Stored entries
********************

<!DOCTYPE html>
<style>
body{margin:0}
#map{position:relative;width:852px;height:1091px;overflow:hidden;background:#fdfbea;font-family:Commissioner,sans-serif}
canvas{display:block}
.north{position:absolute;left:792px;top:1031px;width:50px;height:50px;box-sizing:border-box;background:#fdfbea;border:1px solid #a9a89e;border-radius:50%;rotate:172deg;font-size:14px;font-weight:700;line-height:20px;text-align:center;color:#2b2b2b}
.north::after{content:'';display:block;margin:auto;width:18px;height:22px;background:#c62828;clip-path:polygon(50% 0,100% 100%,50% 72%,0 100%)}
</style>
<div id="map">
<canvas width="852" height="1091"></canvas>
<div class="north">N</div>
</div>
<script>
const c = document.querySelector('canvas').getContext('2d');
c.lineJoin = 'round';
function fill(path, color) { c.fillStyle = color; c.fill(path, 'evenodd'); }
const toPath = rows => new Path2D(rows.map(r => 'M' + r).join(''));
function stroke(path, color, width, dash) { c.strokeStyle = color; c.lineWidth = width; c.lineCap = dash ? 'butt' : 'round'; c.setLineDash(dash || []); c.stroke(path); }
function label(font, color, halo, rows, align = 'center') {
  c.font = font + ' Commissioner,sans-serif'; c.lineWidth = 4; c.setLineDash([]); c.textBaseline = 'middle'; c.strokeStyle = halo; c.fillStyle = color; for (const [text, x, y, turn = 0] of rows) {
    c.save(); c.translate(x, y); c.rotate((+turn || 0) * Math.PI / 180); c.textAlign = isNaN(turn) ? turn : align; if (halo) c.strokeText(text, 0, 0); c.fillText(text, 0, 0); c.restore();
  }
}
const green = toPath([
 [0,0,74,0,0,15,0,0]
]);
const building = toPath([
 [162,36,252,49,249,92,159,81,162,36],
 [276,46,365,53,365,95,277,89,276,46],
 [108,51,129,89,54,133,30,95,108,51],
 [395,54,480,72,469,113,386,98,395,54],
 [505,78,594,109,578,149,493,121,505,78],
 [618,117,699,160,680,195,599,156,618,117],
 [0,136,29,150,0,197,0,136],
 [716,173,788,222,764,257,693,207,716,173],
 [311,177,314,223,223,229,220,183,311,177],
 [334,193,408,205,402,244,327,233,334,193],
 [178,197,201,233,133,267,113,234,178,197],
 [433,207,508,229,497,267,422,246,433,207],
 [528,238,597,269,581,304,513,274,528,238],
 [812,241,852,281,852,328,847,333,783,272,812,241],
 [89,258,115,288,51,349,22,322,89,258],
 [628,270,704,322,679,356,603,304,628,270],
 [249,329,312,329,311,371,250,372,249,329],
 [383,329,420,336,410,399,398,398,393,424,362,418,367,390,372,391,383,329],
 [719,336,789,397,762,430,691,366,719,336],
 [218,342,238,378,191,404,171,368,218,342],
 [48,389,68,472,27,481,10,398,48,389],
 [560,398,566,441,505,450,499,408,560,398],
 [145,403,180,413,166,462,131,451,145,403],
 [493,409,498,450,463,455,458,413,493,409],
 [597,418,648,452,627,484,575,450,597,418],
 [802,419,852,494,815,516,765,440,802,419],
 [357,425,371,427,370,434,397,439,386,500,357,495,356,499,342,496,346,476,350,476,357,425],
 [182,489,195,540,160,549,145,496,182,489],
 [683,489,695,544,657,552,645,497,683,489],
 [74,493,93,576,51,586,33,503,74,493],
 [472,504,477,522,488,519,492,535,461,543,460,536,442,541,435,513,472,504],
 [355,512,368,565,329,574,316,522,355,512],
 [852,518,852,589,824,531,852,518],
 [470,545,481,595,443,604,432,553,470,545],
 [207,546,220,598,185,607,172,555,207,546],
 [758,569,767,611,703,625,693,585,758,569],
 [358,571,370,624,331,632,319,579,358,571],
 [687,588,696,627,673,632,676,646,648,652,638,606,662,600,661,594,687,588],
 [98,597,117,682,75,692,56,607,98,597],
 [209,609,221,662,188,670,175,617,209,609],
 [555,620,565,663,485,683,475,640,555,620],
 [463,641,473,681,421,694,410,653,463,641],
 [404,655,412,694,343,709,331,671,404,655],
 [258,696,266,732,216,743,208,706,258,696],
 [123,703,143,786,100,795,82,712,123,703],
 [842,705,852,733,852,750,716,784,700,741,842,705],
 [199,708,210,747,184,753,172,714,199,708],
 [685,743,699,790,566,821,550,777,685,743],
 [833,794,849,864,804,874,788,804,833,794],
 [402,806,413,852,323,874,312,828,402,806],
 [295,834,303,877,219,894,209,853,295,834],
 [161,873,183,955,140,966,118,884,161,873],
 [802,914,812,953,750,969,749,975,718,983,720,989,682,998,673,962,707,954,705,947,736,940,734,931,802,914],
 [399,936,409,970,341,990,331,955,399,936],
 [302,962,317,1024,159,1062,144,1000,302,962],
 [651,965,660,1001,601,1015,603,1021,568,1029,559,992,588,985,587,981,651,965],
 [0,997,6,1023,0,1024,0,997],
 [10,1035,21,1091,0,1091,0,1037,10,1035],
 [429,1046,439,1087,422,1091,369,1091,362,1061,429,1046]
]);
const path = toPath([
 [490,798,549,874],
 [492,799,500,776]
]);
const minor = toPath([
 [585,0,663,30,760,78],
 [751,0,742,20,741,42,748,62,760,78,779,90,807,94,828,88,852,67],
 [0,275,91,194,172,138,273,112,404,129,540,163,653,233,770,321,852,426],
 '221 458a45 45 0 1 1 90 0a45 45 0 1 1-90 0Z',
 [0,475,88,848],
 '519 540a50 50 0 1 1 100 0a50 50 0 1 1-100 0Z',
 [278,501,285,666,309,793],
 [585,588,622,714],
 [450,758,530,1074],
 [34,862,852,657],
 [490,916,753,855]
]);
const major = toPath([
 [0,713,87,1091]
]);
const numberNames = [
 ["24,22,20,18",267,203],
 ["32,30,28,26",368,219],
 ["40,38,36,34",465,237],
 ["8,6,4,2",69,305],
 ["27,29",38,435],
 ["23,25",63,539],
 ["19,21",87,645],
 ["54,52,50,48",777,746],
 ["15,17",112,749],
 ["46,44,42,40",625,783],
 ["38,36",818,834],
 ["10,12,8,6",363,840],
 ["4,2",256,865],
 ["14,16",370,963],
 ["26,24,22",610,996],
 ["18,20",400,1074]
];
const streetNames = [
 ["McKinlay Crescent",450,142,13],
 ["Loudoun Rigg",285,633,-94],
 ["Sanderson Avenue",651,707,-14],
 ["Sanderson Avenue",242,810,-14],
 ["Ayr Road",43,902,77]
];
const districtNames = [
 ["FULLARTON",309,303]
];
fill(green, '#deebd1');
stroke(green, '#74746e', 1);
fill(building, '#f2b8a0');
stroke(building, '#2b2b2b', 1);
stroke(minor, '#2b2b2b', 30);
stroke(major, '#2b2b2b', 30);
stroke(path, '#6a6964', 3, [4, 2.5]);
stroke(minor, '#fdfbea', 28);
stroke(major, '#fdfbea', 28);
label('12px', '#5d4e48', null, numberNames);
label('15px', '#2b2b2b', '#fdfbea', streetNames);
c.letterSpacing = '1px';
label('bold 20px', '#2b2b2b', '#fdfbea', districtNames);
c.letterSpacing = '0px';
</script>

********************

### TASK TO CARRY OUT
Starting at the line above that contains "const toPath = rows", write out each line exactly until the line that contains "function label(font, color, halo, rows, align" has been written, and stop there.

### EXPECTED ANSWER
const toPath = rows => new Path2D(rows.map(r => 'M' + r).join(''));
function stroke(path, color, width, dash) { c.strokeStyle = color; c.lineWidth = width; c.lineCap = dash ? 'butt' : 'round'; c.setLineDash(dash || []); c.stroke(path); }
function label(font, color, halo, rows, align = 'center') {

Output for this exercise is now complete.